И заговорил о великой Руси, о её смутной-пресмутной поре, о тягчайшем разброде и смуте в умах, о том безобразном шуме и склоке, которые наделались последними стихами Языкова. Ведь этот поэт, может быть, не великий, а всё же несомненно большой, должен бы был умирить и утишить, а вызвал вражду:
– Что-то полемическое слышится в этих стихах, скорлупа только дела, а не ядро. И мне представляется это несколько мелочным для поэта. Более поэту следует углублять самую истину, чем препираться об истине. Тогда всем станет видней, в чем самое дело, и невольно понизятся те, которые ершатся теперь. Что там ни говори, а как сам напитаешься сильно и весь существом истины, во всяком слове послышится власть, и против такого слова уж вряд ли найдется и встанет противная сторона. Всё равно, как от человека, долго пробывшего в комнате, где хранились восточные благовония, благоухает всё, что на нем, и всякий нос это слышит, так что почти и не нужно долго распространяться о том, какого рода запах он обонял, пробывши в запертой комнате. Не пристало поэту увлекаться чем-нибудь гневным, а особливо если в нем что-нибудь противоположное той любви, которая в нас пребывать должна вечно. Наше слово должно быть благостно, если обращено оно лично к кому-нибудь из наших братьев по жизни. Нужно, чтобы в слове поэта слышался сильный гнев только против врага людей, а не против самих людей. Да и точно ли так сильно виноваты плохо видящие в том, что они плохо видят? Если ж они, точно, в том виноваты, то мы правы ли в том, что прямо к глазам их подносим нестерпимое количество света и сердимся на них же за то, что их слабое зрение не может выносить такого сильного блеска? Не лучше ли быть снисходительней и дать им сколько-нибудь рассмотреть и ощупать всё то, что их слепит? Из них многие в существе своем добрые люди, но теперь они все доведены до того, что им трудно самим, и они упорствуют и задорствуют, потому что иначе нужно публично им самим же себя, в лице всего света, назвать дураками. Э, я уж знаю, что это не так-то легко.
И тотчас с горечью неподдельной заговорил о себе, то садясь, то вставая, пряча глаза:
– Знаю, что моими необдуманными, незрелыми сочиненьями я нанес огорчение многим, а других даже вооружил против себя. Вообще, неудовольствие произвел очень, очень во многих. Что в свое оправданье могу я сказать? Одно только то, что намеренье мое было доброе и что никого не хотел я ни огорчить, ни вооружить против себя.

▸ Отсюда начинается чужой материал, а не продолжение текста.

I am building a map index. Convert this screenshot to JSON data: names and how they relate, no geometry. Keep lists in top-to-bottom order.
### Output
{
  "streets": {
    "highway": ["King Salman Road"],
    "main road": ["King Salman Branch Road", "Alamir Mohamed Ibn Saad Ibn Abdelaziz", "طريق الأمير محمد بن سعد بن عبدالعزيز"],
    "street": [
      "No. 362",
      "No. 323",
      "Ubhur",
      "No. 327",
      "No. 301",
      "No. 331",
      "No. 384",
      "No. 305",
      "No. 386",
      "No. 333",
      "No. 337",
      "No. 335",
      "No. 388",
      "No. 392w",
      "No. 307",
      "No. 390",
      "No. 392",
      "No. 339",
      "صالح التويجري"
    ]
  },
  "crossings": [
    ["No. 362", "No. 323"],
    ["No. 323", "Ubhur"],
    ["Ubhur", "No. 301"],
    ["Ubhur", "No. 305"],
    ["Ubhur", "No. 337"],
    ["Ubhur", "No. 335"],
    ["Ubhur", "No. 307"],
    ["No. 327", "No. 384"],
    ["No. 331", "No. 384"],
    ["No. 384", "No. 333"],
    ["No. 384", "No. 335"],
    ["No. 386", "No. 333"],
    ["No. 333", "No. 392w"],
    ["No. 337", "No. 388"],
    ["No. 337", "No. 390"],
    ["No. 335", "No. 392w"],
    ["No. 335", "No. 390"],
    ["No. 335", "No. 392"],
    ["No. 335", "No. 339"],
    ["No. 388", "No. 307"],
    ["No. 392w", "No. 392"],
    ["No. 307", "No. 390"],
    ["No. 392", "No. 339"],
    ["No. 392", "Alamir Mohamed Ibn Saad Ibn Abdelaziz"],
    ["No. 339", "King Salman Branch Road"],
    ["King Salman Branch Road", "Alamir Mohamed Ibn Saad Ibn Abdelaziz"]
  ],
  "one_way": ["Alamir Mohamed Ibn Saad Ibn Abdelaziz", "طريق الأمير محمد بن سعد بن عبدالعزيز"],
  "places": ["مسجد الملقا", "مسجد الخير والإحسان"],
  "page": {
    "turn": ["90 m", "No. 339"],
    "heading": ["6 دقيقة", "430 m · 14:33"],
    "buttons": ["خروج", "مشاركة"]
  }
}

Одно мое собственное неразумие, одна поспешность, одна торопливость моя были причиной тому, что сочиненья мои вдруг в таком несовершенном виде предстали и почти всех привели в заблуждение насчет их настоящего смысла.
И Василий Андреевич тут попрекнул его «Мертвыми душами», сказавши ему, улыбаясь своей пленительной мягкой улыбкой, что в них, точно, есть недостатки и слышится кое-где торопливость, однако же нет ни малейшей причины это его сочинение именовать необдуманным и незрелым, что, верно, он всё ещё болен нервами и по этой причине видит всё слишком мрачно и вовсе не так, как оно есть.
Он поник, закружил по его кабинету и возразил, несмело, отрывисто, что тяжко болен одним только телом, тогда как дух его свеж и слишком явственно чует свои недостатки:
– Многое описано в этой книге неверно, вовсе не так, как оно есть и как действительно происходит в русской земле. Это всё единственно потому, что не мог узнать я всего: мало жизни человека на то, чтобы узнать одному и сотую долю того, что делается в нашей необъятной Руси. Притом от оплошности моей собственной, от незрелости и поспешности произошло множество разного рода ошибок и промахов, так что на всякой странице что поправить найдешь и найдешь.
И высказал наконец свою задушевную мысль, глядя в угол, где на узенькой этажерочке померещилась ему ваза с цветами, знак, что в этом кабинете обитает поэт. Отныне не ему одному продолжать свои «Мертвые души», а с необъятной Русью со всей, со всеми своими читателями, которым бы хорошо пооглядеться вокруг, попроникнуть взором своим во всю нашу жизнь и затем в каждой мелочи и в самом главном, важнейшем по-дружески и с любовью наставить его, чтобы во втором томе и особенно в третьем, где речь поведется о том, что все люди братья, он уже выразил наше общее чувство и нашу общую мысль. С этой-то именно целью и задумал он выдать в печать свою переписку с друзьями, возобновить представления «Ревизора» в обеих наших столицах и вторым изданием выпустить «Мертвые души, в прежнем пока, в неисправленном виде.